*What you are asked to do*
Where a line in the listing below contains the word "above", copy that line.
== Segment start ==
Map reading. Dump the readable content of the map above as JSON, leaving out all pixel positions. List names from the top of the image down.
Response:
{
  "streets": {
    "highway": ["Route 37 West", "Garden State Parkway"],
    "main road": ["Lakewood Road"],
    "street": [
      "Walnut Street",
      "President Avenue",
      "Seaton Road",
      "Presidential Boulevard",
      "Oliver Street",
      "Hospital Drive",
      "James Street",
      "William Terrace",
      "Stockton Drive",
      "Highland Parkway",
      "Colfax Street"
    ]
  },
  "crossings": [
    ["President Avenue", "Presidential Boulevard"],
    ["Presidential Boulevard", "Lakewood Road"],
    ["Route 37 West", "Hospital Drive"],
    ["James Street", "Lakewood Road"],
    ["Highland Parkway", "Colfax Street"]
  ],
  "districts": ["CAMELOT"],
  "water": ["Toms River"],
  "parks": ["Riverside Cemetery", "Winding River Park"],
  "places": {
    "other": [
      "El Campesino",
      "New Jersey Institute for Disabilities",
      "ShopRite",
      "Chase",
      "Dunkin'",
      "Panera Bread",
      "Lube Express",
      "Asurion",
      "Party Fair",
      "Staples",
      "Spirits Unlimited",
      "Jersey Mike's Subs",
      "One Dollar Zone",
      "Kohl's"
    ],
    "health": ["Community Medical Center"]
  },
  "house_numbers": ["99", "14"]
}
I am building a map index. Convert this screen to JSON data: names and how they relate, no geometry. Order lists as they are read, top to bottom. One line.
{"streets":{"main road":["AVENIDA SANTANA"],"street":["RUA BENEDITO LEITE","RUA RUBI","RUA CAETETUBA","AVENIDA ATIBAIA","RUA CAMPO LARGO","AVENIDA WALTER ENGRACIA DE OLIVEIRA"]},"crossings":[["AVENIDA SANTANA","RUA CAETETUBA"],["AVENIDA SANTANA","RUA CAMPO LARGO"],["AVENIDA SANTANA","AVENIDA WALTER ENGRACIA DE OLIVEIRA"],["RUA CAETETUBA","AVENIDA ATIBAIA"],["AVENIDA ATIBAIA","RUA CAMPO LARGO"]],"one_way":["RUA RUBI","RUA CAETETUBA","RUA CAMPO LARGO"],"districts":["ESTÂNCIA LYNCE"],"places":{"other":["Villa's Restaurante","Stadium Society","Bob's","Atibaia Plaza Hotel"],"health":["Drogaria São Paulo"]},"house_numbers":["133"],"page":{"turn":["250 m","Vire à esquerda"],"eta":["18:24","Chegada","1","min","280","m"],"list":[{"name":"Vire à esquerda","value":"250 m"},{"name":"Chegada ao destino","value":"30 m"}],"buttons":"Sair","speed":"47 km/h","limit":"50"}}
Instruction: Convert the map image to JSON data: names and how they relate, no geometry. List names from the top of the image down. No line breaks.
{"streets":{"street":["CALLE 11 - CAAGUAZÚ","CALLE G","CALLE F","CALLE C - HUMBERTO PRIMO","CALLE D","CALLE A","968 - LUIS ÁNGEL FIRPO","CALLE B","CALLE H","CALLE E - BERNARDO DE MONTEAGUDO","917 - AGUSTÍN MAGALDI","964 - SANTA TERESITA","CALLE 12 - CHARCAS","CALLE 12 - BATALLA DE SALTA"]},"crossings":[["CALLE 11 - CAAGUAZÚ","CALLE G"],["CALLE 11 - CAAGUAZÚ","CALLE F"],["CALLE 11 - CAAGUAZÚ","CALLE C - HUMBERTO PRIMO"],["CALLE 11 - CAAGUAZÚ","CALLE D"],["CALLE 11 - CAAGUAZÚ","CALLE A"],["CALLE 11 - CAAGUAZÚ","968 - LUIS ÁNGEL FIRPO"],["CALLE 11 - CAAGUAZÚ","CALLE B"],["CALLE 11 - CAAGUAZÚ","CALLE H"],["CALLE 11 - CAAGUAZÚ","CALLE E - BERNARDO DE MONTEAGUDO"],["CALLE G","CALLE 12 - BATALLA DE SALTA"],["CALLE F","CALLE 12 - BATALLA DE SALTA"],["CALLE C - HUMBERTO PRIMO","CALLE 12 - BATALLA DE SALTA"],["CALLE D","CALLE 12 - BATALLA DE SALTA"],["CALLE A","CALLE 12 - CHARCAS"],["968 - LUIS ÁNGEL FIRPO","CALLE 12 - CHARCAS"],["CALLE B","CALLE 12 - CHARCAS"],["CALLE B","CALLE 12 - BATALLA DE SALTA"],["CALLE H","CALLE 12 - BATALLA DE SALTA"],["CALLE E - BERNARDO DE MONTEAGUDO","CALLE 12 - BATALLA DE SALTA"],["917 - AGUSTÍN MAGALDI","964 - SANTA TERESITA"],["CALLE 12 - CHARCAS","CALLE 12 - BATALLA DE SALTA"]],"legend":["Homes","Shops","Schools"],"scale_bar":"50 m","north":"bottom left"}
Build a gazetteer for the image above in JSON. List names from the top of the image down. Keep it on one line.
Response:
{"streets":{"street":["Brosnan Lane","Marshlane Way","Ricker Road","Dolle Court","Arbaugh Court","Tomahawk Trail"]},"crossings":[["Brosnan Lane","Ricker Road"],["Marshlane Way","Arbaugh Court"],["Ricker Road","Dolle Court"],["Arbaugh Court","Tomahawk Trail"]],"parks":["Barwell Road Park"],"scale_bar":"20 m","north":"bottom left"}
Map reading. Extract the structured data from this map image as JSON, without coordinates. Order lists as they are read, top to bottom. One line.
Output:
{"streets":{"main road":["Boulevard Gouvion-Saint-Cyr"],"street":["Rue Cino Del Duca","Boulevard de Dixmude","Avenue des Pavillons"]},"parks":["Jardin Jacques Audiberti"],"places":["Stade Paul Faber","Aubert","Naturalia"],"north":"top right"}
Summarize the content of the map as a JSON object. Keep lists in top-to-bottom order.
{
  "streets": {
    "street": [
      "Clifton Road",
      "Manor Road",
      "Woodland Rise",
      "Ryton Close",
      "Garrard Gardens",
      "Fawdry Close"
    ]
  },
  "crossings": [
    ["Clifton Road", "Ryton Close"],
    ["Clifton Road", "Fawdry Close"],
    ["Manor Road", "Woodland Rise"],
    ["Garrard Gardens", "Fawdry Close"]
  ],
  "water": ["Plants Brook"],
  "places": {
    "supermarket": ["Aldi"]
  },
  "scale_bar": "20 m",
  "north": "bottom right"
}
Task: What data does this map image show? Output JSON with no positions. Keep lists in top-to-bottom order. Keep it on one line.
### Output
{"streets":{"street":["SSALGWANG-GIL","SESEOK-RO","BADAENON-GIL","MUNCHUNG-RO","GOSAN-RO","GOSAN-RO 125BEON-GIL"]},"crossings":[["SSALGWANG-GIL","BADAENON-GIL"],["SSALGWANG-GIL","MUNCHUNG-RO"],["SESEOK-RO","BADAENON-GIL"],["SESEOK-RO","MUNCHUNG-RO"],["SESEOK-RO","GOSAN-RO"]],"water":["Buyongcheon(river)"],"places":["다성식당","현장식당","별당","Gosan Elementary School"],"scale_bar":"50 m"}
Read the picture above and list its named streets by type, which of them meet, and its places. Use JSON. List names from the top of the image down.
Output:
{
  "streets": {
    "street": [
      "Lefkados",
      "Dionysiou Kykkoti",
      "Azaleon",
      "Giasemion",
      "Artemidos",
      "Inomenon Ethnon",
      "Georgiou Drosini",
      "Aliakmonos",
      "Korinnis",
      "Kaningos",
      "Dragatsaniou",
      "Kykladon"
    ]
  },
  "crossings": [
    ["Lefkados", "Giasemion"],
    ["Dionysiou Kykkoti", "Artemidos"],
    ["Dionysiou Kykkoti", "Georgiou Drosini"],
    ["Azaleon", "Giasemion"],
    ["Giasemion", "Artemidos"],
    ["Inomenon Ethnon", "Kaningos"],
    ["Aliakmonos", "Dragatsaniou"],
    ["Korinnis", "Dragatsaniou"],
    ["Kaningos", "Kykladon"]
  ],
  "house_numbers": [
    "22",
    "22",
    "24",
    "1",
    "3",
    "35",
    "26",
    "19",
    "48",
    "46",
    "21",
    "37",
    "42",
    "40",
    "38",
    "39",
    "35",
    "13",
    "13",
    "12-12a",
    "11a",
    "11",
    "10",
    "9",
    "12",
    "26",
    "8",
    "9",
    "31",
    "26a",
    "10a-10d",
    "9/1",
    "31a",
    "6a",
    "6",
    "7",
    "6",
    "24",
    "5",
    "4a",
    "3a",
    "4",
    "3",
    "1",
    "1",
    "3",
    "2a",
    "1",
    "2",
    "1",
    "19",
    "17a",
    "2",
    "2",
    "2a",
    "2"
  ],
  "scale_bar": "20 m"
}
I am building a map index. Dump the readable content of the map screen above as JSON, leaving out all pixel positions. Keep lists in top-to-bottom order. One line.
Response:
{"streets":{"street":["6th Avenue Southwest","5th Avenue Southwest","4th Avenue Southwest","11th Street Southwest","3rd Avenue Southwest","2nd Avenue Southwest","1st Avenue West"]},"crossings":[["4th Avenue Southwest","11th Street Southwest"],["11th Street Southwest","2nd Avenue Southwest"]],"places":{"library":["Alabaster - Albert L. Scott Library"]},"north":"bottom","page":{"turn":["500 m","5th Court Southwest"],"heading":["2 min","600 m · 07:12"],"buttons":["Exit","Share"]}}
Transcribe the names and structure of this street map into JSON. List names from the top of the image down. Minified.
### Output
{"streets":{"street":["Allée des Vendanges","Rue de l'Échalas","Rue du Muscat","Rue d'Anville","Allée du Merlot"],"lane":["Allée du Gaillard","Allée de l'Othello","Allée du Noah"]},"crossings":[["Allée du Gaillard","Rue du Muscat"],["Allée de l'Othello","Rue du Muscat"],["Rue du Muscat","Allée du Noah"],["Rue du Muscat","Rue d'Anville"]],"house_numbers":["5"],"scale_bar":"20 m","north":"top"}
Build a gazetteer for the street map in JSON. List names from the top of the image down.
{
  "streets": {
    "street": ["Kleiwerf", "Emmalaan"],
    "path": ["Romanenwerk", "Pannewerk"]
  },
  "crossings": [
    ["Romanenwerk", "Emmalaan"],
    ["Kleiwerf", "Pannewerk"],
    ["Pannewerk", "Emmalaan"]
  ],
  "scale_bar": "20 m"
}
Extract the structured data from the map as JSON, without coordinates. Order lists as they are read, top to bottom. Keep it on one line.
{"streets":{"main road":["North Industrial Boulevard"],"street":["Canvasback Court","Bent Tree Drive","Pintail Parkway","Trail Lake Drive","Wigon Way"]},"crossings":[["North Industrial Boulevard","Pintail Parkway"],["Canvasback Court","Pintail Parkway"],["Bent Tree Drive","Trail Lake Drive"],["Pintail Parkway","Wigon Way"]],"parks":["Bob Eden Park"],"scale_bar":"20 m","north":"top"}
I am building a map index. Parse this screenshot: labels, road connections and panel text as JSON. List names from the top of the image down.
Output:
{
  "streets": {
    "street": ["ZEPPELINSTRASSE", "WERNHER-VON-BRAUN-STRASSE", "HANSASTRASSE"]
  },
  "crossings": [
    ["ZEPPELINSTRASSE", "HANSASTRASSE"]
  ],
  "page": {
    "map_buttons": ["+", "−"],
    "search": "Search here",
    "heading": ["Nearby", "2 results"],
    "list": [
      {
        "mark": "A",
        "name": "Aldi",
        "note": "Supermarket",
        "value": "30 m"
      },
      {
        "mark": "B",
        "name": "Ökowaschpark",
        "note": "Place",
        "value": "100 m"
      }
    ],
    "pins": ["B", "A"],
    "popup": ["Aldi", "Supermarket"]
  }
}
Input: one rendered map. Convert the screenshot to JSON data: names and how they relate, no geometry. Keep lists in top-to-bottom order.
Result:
== Segment end ==
*Solution*
Map reading. Dump the readable content of the map above as JSON, leaving out all pixel positions. List names from the top of the image down.
Build a gazetteer for the image above in JSON. List names from the top of the image down. Keep it on one line.
Read the picture above and list its named streets by type, which of them meet, and its places. Use JSON. List names from the top of the image down.
I am building a map index. Dump the readable content of the map screen above as JSON, leaving out all pixel positions. Keep lists in top-to-bottom order. One line.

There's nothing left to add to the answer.